Sunday, September 30, 2012

Scorned as Timber Beloved of the Sky




  
This photo taken near our home by Peter Moore reminds me of the  work of the great Canadian artist, Emily Carr.

“Scorned as Timber, Beloved of the Sky” is one of my favourite oil paintings by her. This little old lady ‘on the edge of nowhere’ as she called herself, started her life painting people, first nations villages and totems. She ended up expressing on canvas the great forests and vast skies of her beloved British Columbia where she was born in 1871.

‘Scorned as Timber’ was painted after a visit to a great forest in 1935.  The canvas is dominated by a tall spindly pine tree. It is one of the badly shaped trees rejected by the woodcutter in favour of the pencil straight trunks that had long since been turned into telephone poles, houses, churches. This useless tree is surrounded by trees stumps, that Carr referred to as ‘screamers’.  These ‘screamers’ to her were the cry of the tree’s heart before it gave that sway and dreadful groan of falling.

This lone pine sends its branches up out of the forest. It reaches towards the heavens with a corona of bright light radiating from it and filling the canvas like a great symbol of hope.

In many ways this ‘scorned one’ is a portrait of Carr herself. Like the lone tree she made her way as an unconventional artist, struggling against adverse criticism. She always strove for what was above with no one to support or encourage her.
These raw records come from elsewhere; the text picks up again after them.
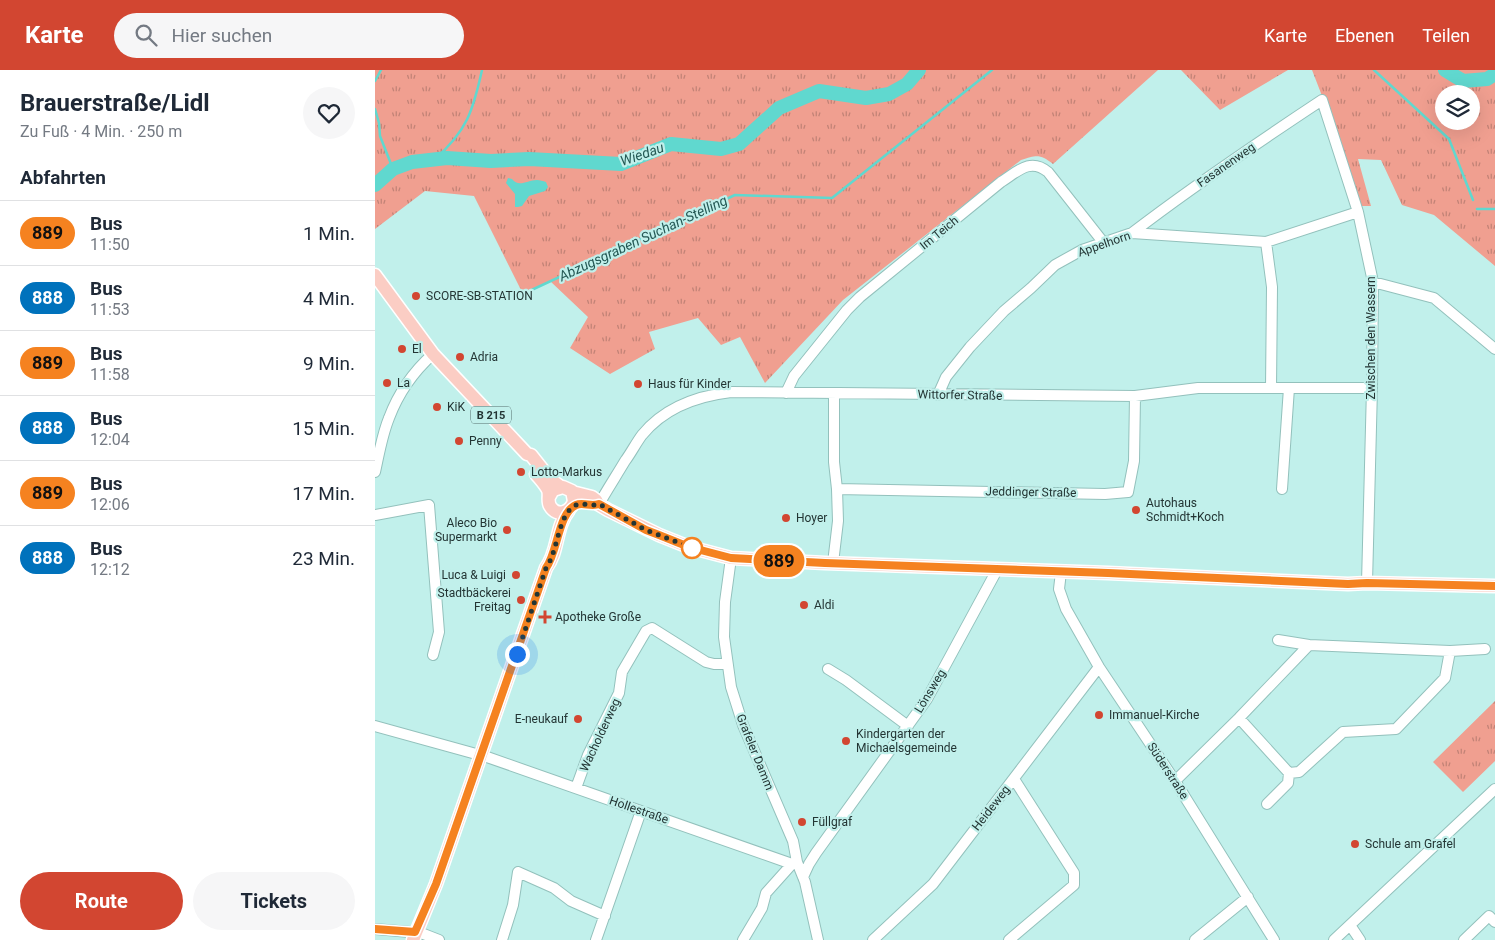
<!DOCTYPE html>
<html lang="de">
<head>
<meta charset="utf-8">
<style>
	body { margin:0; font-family:Roboto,sans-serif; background:#f6f6f7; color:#1f2937; height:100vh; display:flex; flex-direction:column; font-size:19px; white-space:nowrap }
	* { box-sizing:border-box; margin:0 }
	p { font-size:16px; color:#747a83 }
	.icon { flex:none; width:28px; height:28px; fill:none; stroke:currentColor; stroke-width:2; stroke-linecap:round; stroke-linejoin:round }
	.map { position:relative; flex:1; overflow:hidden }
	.side { display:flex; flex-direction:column; background:#fff; width:375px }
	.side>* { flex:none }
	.badge { padding:0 10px; border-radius:16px; font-size:18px; line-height:32px }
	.fabs { position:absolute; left:1060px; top:15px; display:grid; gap:10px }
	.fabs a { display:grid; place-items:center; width:45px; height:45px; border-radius:50%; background:#fff; box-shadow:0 5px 20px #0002; font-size:25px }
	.you { position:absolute; width:25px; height:25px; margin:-12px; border:4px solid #fff; border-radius:50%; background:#1a73e8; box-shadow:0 0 0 8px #1a73e833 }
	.map>.badge { position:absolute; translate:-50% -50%; box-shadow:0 0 0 2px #fff }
	h2 { padding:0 20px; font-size:19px; line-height:45px }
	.round { display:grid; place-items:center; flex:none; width:52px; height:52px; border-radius:26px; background:#f6f6f7 }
	.head { display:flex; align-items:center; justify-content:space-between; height:85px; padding:0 20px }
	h1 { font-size:24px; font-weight:700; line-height:38px }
	.button { display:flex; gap:10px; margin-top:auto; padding:10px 20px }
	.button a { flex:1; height:58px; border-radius:30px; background:#d24631; color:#fff; font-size:20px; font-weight:700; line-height:58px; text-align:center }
	.button a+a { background:#f6f6f7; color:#1f2937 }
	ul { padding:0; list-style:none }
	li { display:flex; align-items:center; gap:15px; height:65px; padding:0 20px; border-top:1px solid #e0e1e3 }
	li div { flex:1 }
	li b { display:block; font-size:19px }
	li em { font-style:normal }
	li .badge { min-width:55px; font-weight:700; text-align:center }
	header { display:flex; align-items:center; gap:30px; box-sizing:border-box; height:70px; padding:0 25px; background:#d24631; color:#fff }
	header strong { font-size:24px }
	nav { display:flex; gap:28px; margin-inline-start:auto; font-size:18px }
	.search { width:350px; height:45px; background:#f6f6f7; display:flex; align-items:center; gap:12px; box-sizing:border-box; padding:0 18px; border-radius:28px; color:#747a83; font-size:19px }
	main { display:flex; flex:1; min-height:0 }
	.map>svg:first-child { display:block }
</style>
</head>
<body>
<header>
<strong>Karte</strong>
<div class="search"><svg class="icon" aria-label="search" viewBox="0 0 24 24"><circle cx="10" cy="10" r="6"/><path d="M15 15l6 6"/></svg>Hier suchen</div>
<nav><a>Karte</a><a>Ebenen</a><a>Teilen</a></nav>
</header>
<main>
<section class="side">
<div class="head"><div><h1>Brauerstraße/Lidl</h1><p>Zu Fuß · 4 Min. · 250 m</p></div><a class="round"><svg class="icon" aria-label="heart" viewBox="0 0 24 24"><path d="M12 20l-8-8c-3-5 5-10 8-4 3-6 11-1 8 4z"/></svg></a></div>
<h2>Abfahrten</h2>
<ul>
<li><span class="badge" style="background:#f58220;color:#111">889</span><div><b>Bus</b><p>11:50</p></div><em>1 Min.</em></li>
<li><span class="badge" style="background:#0072bc;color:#fff">888</span><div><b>Bus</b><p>11:53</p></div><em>4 Min.</em></li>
<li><span class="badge" style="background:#f58220;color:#111">889</span><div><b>Bus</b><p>11:58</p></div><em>9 Min.</em></li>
<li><span class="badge" style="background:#0072bc;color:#fff">888</span><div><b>Bus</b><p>12:04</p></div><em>15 Min.</em></li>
<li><span class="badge" style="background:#f58220;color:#111">889</span><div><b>Bus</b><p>12:06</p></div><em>17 Min.</em></li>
<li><span class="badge" style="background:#0072bc;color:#fff">888</span><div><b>Bus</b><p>12:12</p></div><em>23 Min.</em></li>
</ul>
<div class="button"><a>Route</a><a>Tickets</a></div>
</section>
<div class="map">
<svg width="1120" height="870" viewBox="0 0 1120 870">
	<defs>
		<pattern id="park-tufts" width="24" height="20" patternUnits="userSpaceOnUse" patternTransform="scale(1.25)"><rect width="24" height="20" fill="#f09f90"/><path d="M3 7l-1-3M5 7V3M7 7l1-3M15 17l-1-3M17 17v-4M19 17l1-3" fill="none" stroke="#c28276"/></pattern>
	</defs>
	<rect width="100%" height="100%" fill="#c1f0eb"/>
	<path fill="url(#park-tufts)" fill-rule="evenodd" d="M0,0h783l-105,94c-13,-10 -16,-9 -32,-4l-178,140 -78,83 -25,-46 -19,8 -23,-27 -49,14 6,17 -45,25 -40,-26 18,-31 -38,-36 -27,13 -49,-98 -49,-5 -50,38z
		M806,0h107l-68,40z
		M937,0h183v196l-61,-51 -32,-10 -21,-45 -23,-1 13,47h-11l-14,-48zM1069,24h27v27h-27z
		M1120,631v60l-32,31 -30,-30z"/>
	<path fill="#60d8cf" d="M133,108l4,1c7,9 15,1 25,1 3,0 6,1 9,2l2,5 -3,4 -16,5 -7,10 -4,1h-3v-13l-9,-11z"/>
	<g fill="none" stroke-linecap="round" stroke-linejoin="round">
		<path stroke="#60d8cf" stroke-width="2.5" d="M999,0l75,69 24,61
			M0,11l6,-11
			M0,39l4,14 1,13 13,33
			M59,90c33,-29 39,-49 48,-90
			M1102,139h18
			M148,224l212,-99 97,3 160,-128"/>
		<path stroke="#60d8cf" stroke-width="14" d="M1070,0l18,11 24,-2 8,-5
			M0,115l18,-16 19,-7 35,-4 44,3 38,-2 92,5 50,-20 50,5 18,-5 40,-36 40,-17 47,7 23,-4 18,-10 12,-14"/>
		<g stroke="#93c1bc" stroke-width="12">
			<path id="minor" d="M757,163c61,-47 125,-90 190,-133l36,112 15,70 -1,106 -5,195
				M891,172l6,45 -1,101
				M998,212l61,16 61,51
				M411,323l8,-17 53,-66 13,-13 141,-115c16,-10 29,-25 47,-10l55,70
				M459,323v69l3,27
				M563,325l8,-18 24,-30 34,-36 27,-23 24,-23 27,-15 50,-17 134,9 92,-30
				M0,402c4,-18 7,-37 14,-54 9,-24 24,-46 44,-64
				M907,419l7,-101
				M224,434c8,-14 17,-28 26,-43 6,-8 11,-18 17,-26 22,-27 55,-39 89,-43l404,4 63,-8h174
				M0,445l54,-10 10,127 -6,23
				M356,488l-6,44 -1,35 7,50 12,38 50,116 4,21 8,20 13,58
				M458,493l5,-42 -1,-32 268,5 23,-2 6,-31 1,-65
				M686,502l-2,17 7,20 33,58 76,114 99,159
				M903,570l31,5
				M453,599l18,11 62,46
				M864,648l50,55
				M0,656l112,31 305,107 5,-2
				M800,711l64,-63 70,-73 141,6 35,-2
				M201,718l12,-33 31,-62 3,-21 24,-41 6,-3 54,34 8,2h13
				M892,734l21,-21 1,-10 10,-1 44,-40 53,-3 49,-51 5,-27
				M428,807l6,-13 7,-11 111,-154 70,-129
				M975,855l10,15
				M0,859l46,4 18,7
				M127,870l11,-35 5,-33 36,16 17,13 34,15
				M221,870l45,-129
				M368,870l19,-32 4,-15 26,-29
				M498,870l60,-56 166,-217
				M634,870l65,-55v-12l-60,-94
				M820,870l53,-43
				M959,870l161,-151
				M1089,870l25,-24 6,6"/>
		</g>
		<g stroke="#fff" stroke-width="15">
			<path id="major" d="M0,205l58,79 94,100 4,1 19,24 11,8
				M161,404c4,5 9,10 12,16 2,5 -1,11 2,16 7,12 21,6 24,-5l-2,-10 -9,-4 -10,3 -4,7
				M197,422l20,5 4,3 2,4 10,6 51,25 30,12 42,11 94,5 283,10 240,11 19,-1 128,3
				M38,870l23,-56 110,-316c13,-17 9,-41 23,-58"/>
		</g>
		<use href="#minor" stroke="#fff" stroke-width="10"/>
		<use href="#major" stroke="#fbcdc4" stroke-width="12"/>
	</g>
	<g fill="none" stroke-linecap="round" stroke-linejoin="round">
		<g stroke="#fff" stroke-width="11">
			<path id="line" d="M0,859l40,3 21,-48 110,-316c12,-16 12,-55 30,-63 7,-3 15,2 23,-1l47,26 13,5 30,12 42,11 94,5 283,10 240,11 19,-1 128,3"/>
		</g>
		<use href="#line" stroke="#f58220" stroke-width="8"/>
		<path stroke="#233534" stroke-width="5" stroke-dasharray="0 9" d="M142,584l29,-86c12,-16 12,-55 30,-63 7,-3 15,2 23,-1l47,26 46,18"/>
	</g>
	<g fill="#d24631" stroke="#c1f0eb" stroke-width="2">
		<circle cx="41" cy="226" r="5"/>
		<circle cx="27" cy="279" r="5"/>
		<circle cx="85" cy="287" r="5"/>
		<circle cx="12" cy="313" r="5"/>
		<circle cx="263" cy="314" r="5"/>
		<circle cx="62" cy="337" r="5"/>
		<circle cx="84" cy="371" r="5"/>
		<circle cx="146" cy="402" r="5"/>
		<circle cx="761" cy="440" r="5"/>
		<circle cx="411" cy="448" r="5"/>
		<circle cx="132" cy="460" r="5"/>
		<circle cx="141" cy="505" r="5"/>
		<circle cx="146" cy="530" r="5"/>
		<circle cx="429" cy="535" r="5"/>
		<path d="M167.5 539.5h5v5h5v5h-5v5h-5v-5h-5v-5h5z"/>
		<circle cx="724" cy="645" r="5"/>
		<circle cx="203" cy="649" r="5"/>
		<circle cx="471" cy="671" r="5"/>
		<circle cx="427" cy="752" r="5"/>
		<circle cx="980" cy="774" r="5"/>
	</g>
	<circle fill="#fff" stroke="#f58220" stroke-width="2.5" cx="317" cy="478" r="10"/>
	<g text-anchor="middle" stroke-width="4.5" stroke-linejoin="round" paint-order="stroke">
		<rect fill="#c1f0eb" stroke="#526d6b" stroke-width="1" x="96" y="336.5" width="40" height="17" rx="4"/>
		<g font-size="11" font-weight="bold" fill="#233534">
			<text x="116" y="349">B 215</text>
		</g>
		<g font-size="12" fill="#233534" stroke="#c1f0eb">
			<text transform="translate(851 95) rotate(-35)" y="4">Fasanenweg</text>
			<text transform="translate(564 163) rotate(-39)" y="4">Im Teich</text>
			<text transform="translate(729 174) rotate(-19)" y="4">Appelhorn</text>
			<text transform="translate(996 268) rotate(-90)" y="4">Zwischen den Wassern</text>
			<text transform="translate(585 325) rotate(1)" y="4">Wittorfer Straße</text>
			<text transform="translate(656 422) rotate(1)" y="4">Jeddinger Straße</text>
			<text transform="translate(555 621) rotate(-59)" y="4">Lönsweg</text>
			<text transform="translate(225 665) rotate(-65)" y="4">Wacholderweg</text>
			<text transform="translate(380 682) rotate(68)" y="4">Grafeler Damm</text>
			<text transform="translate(793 701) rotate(57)" y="4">Süderstraße</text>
			<text transform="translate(616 738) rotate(-52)" y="4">Heideweg</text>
			<text transform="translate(264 740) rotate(19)" y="4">Hollestraße</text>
		</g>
		<g font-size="12" fill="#233534" stroke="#c1f0eb" text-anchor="start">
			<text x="51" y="230">SCORE-SB-STATION</text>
			<text x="37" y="283">El</text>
			<text x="95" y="291">Adria</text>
			<text x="22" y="317">La</text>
			<text x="273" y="318">Haus für Kinder</text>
			<text x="72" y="341">KiK</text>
			<text x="94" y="375">Penny</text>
			<text x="156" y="406">Lotto-Markus</text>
			<text x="771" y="437">Autohaus<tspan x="771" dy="14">Schmidt+Koch</tspan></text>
			<text x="421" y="452">Hoyer</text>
			<text x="122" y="457" text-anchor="end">Aleco Bio<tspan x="122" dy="14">Supermarkt</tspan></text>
			<text x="131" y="509" text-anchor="end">Luca &amp; Luigi</text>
			<text x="136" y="527" text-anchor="end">Stadtbäckerei<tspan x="136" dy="14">Freitag</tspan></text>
			<text x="439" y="539">Aldi</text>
			<text x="180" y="551">Apotheke Große</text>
			<text x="734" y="649">Immanuel-Kirche</text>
			<text x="193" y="653" text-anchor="end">E-neukauf</text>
			<text x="481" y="668">Kindergarten der<tspan x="481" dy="14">Michaelsgemeinde</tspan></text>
			<text x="437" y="756">Füllgraf</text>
			<text x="990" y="778">Schule am Grafel</text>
		</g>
		<g font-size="14" font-style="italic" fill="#245854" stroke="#c1f0eb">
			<text transform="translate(267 84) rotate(-19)" y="5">Wiedau</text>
			<text transform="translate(268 168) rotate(-25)" y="5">Abzugsgraben Suchan-Stelling</text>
		</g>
	</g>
</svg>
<div class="fabs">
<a><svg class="icon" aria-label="layers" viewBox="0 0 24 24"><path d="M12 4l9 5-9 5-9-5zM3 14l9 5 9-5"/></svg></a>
</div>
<div class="you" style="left:142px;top:584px"></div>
<b class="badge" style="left:404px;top:491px;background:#f58220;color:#111">889</b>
</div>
</main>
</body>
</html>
Her unfailing belief in her own art meant that by the time she came to paint the tree with its bright circle of hope, she was widely recognised as one of Canada’s most significant artists.

 Search her out.




1 comment:

  1. I just purchased one from a second hand store for 75.00$.....
    I love trees and it actually spoke to me when I looked at it. It hangs in our living room so all can see it.